## [Required work]
All records below are to be duplicated exactly, with every picture excluded.

## [Source data]
◇ ◇ ◇ ◇ ◇

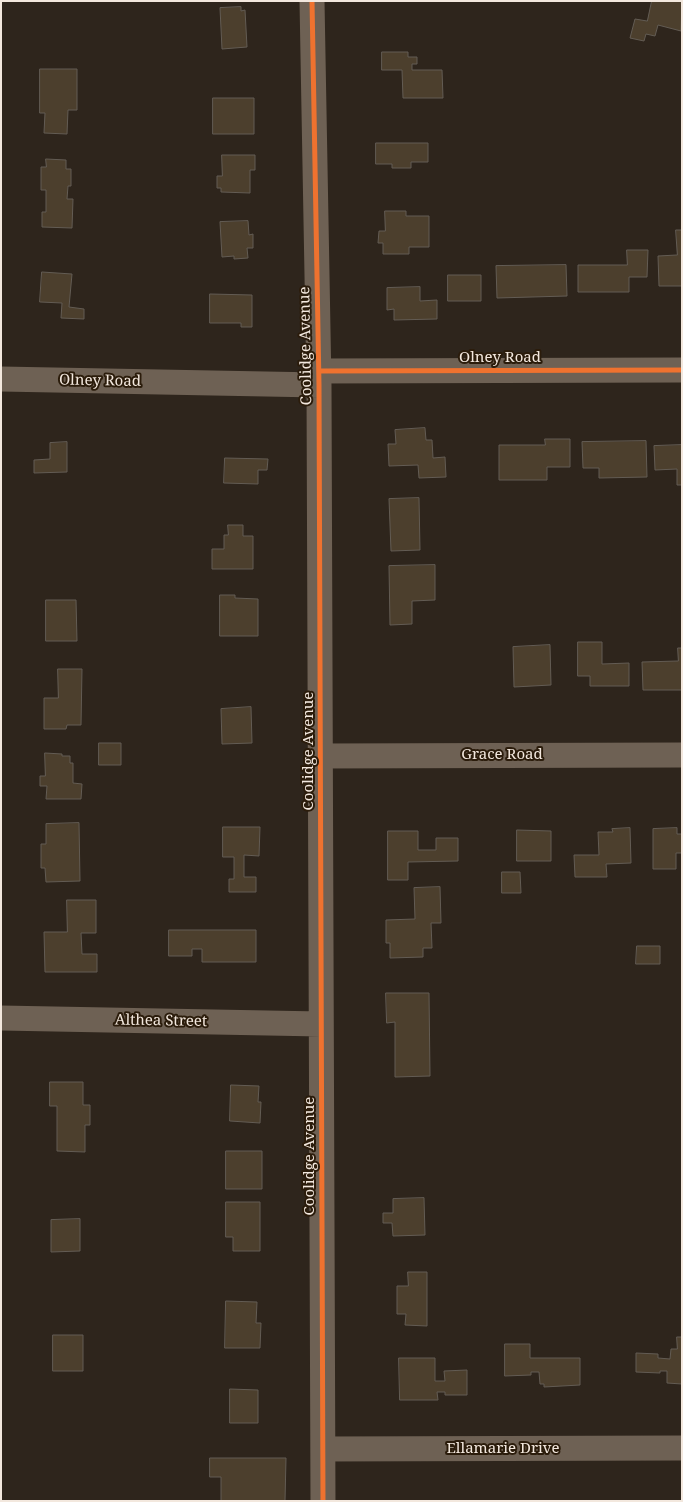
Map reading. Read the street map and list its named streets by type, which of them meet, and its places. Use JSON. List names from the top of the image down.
{
  "streets": {
    "street": [
      "Coolidge Avenue",
      "Olney Road",
      "Grace Road",
      "Althea Street",
      "Ellamarie Drive"
    ]
  },
  "crossings": [
    ["Coolidge Avenue", "Olney Road"],
    ["Coolidge Avenue", "Grace Road"],
    ["Coolidge Avenue", "Althea Street"],
    ["Coolidge Avenue", "Ellamarie Drive"]
  ]
}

◇ ◇ ◇ ◇ ◇

## [Task response]
Map reading. Read the street map and list its named streets by type, which of them meet, and its places. Use JSON. List names from the top of the image down.
{
  "streets": {
    "street": [
      "Coolidge Avenue",
      "Olney Road",
      "Grace Road",
      "Althea Street",
      "Ellamarie Drive"
    ]
  },
  "crossings": [
    ["Coolidge Avenue", "Olney Road"],
    ["Coolidge Avenue", "Grace Road"],
    ["Coolidge Avenue", "Althea Street"],
    ["Coolidge Avenue", "Ellamarie Drive"]
  ]
}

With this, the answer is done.